Kernel is calculating square mean by moving window along each column (signal can be assumed to be matrix of NumSamples(width) x NumSweeps(height) size)
extern “C” global void HeapCalc(float2 *signal, float *di_signal, int window_size, int NumSamples, int NumSweeps)
{
int sample = blockIdx.x * blockDim.x + threadIdx.x; (NumSamples is split into blocks, so that each thread is calculating separate column)
//need to get square mean for first elements
float Di = 0;
for (int sweep = 0; sweep < window_size; sweep++)
{
Di += (signal[sweep * NumSamples + sample].x * signal[sweep * NumSamples + sample].x + signal[sweep * NumSamples + sample].y * signal[sweep * NumSamples + sample].y);
}
di_signal[sample] = Di;
//main cycle (just need to add new element and remove last element and store result)
for (int sweep = window_size; sweep < NumSweeps; sweep++)
{
Di += (signal[sweep * NumSamples + sample].x * signal[sweep * NumSamples + sample].x + signal[sweep * NumSamples + sample].y * signal[sweep * NumSamples + sample].y);
Di -= (signal[(sweep - window_size) * NumSamples + sample].x * signal[(sweep - window_size) * NumSamples + sample].x + signal[(sweep - window_size) * NumSamples + sample].y * signal[(sweep - window_size) * NumSamples + sample].y);
di_signal[(sweep - window_size + 1) * NumSamples + sample] = Di;
}
}
Is this kernel optimal or are there some other tricks to calculate window functions?
Only profiling will tell, and only you can do that, but my first reaction is not even close.

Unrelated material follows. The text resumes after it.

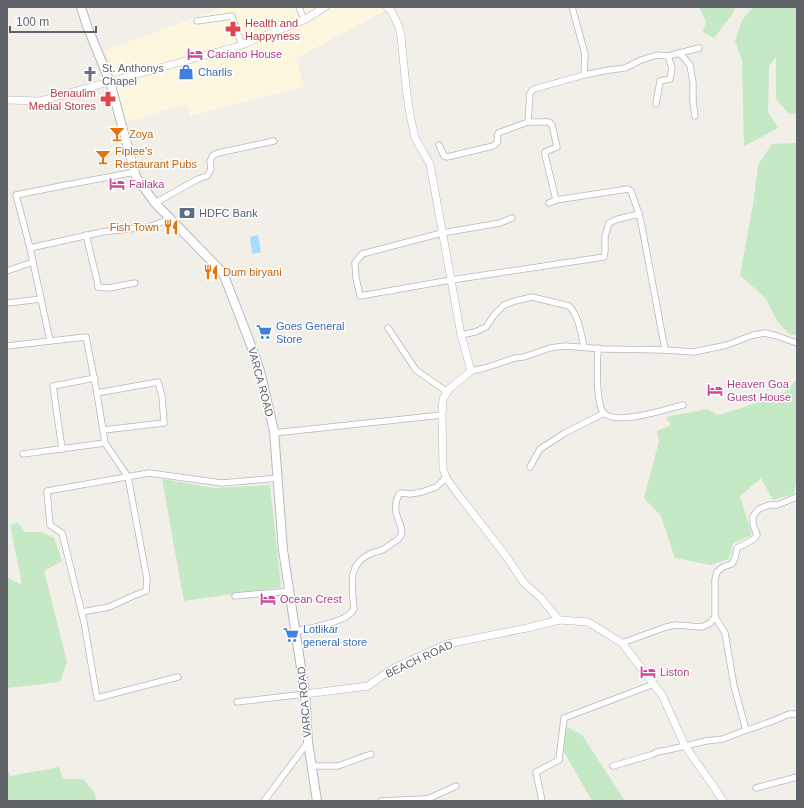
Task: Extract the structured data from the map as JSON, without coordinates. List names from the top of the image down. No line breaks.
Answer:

If you want to see a reasonably efficient array column summation kernel looks like (which is roughly what this is), then this might be of interest. The windowing function is obviously a bit different to simple summation, but not so much that you shouldn’t be able see how to adapt the idea to your needs.
You have managed to coalesced the memory reads, which is half of the battle for sure. What is the filter window size? If it is really large, then an in shared memory reduction is probably the right way to go, if it is relatively small, then you should be able to keep the complete window data in a shared memory buffer and just “push” new data onto the shared memory window “cache” . The SDK includes a high order finite difference kernel which does roughly the same thing you can have a look at too. Both approaches would let you compute the final result in a single kernel without requiring the second pass.

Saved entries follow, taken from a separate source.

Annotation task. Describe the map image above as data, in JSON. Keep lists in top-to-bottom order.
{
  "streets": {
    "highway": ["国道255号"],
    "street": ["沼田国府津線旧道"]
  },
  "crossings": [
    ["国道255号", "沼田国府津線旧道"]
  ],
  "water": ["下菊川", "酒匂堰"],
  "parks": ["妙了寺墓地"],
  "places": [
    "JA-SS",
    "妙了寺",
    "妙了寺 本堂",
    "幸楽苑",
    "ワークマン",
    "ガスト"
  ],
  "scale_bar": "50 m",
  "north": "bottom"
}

I’ve got it :) The reason to split NumSamples into several kernel executions is to have more shared memory per block. But i do not understand the point to use shared memory here. Does shared memory always fasten kernel? Even if there is coalesced gmem operations. Or it is better to separate works, like: store to shared mem, calculations, store to shared mem, calculations, … . I thought it does not matter actually if there is enough warps so scheduler will mix calculations and gmem operations in the best way.
The idea of using shared memory is to allow each data point to be read from global memory only once. You read into a shared memory buffer in a coalesced fashion, perform the calculations which read from shared memory rather than global memory.

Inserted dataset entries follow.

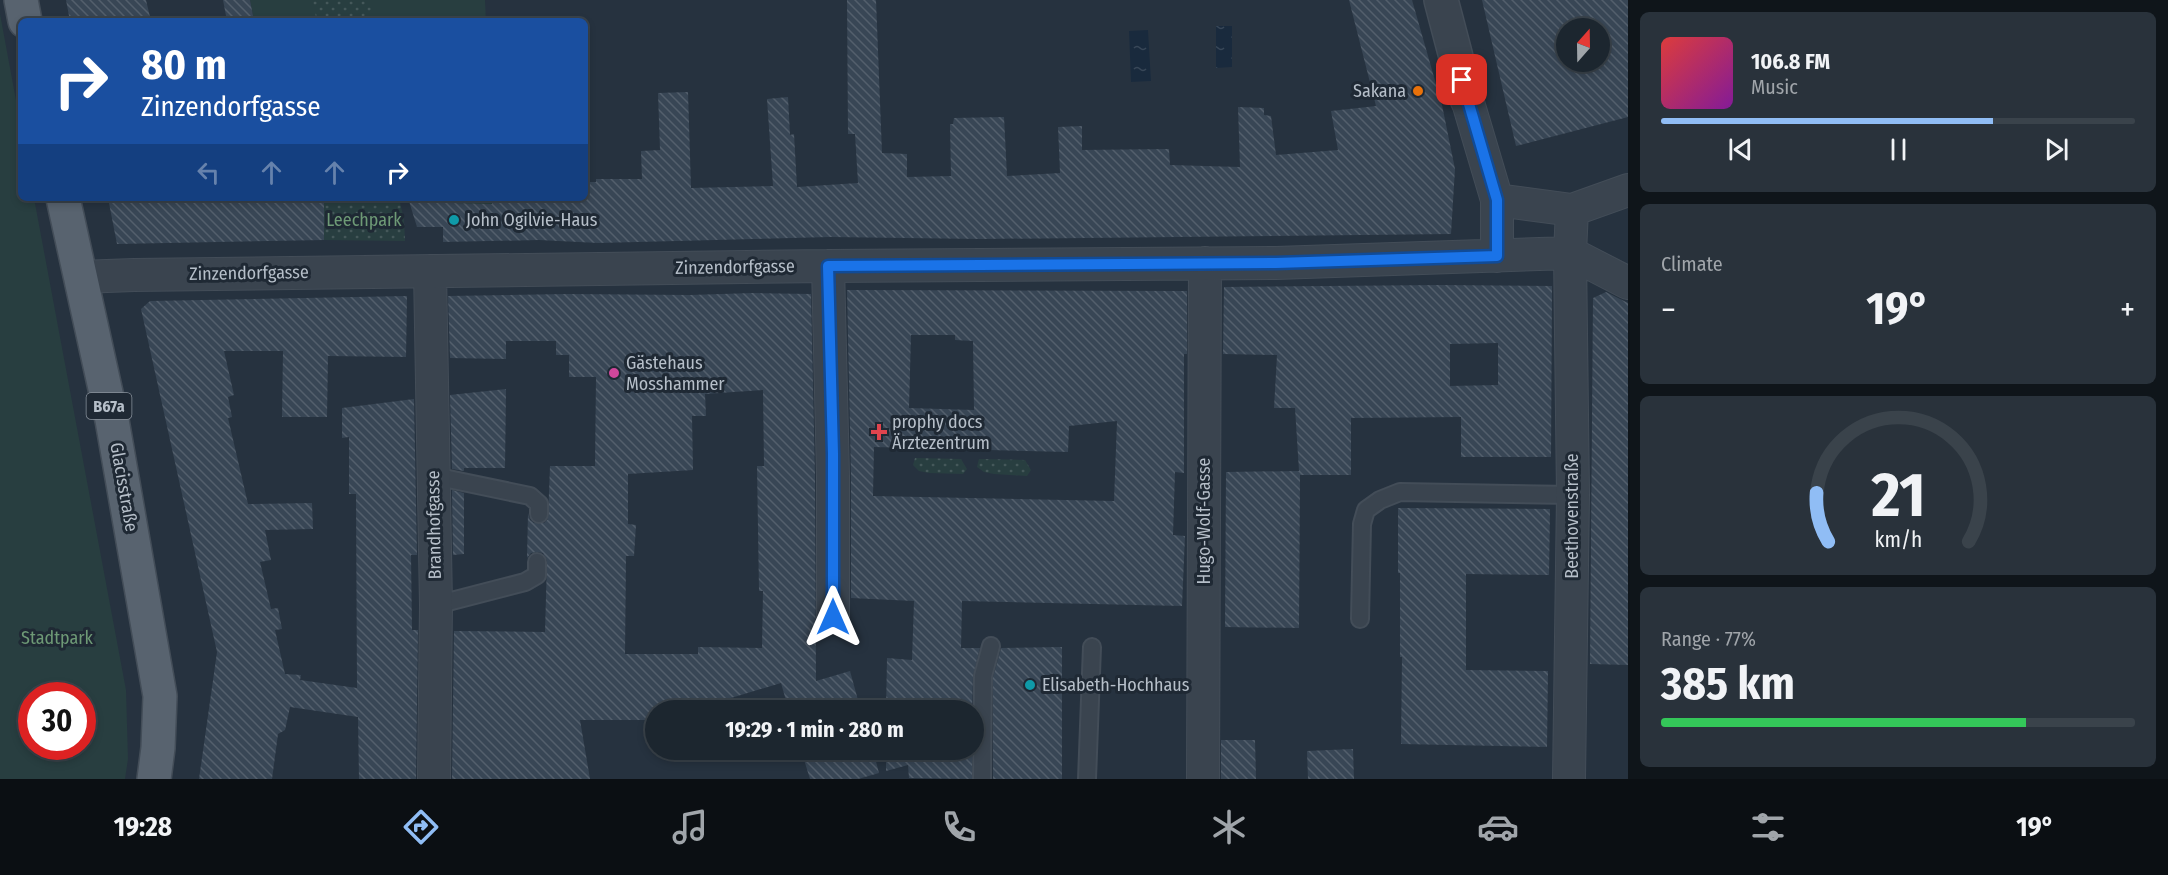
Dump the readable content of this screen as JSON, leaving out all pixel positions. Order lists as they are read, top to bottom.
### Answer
{
  "streets": {
    "main road": ["B67a", "Glacisstraße"],
    "street": [
      "Zinzendorfgasse",
      "Beethovenstraße",
      "Hugo-Wolf-Gasse",
      "Brandhofgasse"
    ]
  },
  "crossings": [
    ["Zinzendorfgasse", "Glacisstraße"],
    ["Zinzendorfgasse", "Beethovenstraße"],
    ["Zinzendorfgasse", "Hugo-Wolf-Gasse"],
    ["Zinzendorfgasse", "Brandhofgasse"]
  ],
  "parks": ["Leechpark", "Stadtpark"],
  "places": {
    "other": [
      "Sakana",
      "John Ogilvie-Haus",
      "Gästehaus Mosshammer",
      "Elisabeth-Hochhaus"
    ],
    "health": ["prophy docs Ärztezentrum"]
  },
  "north": "top",
  "page": {
    "turn": ["80 m", "Zinzendorfgasse"],
    "song": ["106.8 FM", "Music"],
    "tile": [
      "Climate",
      ["Range · 77%", "385 km"]
    ],
    "heat": ["−", "19°", "+"],
    "limit": "30",
    "trip": "19:29 · 1 min · 280 m",
    "tabs": ["19:28", "19°"],
    "gauge": ["21", "km/h"]
  }
}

Compiler proved to be smart enough and i got no difference in execution time, but readability is getting better, thank you :) Actually i thought that i read each element once in gmem. Now, i see that 2 readings for one element take place :) I will try to use shared memory (but not sure it will solve because only 2 readings). Then i ask your question other way: if there is coalesced gmem operaions with no overhead reading can usage of shared memory help?
No. Shared memory is really only useful for helping coalesce non-uniform memory access patterns or where the same memory read gets repeated multiple times. If you code has perfect coalesced memory access and only needs a given global memory values once, then you won’t get any improvement if you are using shared memory.
float2 fValue = signal[sweep * NumSamples + sample];
float2 fValueI = signal[(sweep - window_size) * NumSamples + sample ];
Di += fValue.x + fValue.y; // where the new fValue.x == fValue.x * fValue.x (the old ones...)
Di -= fValueI.x + fValueI.y; // Same as above??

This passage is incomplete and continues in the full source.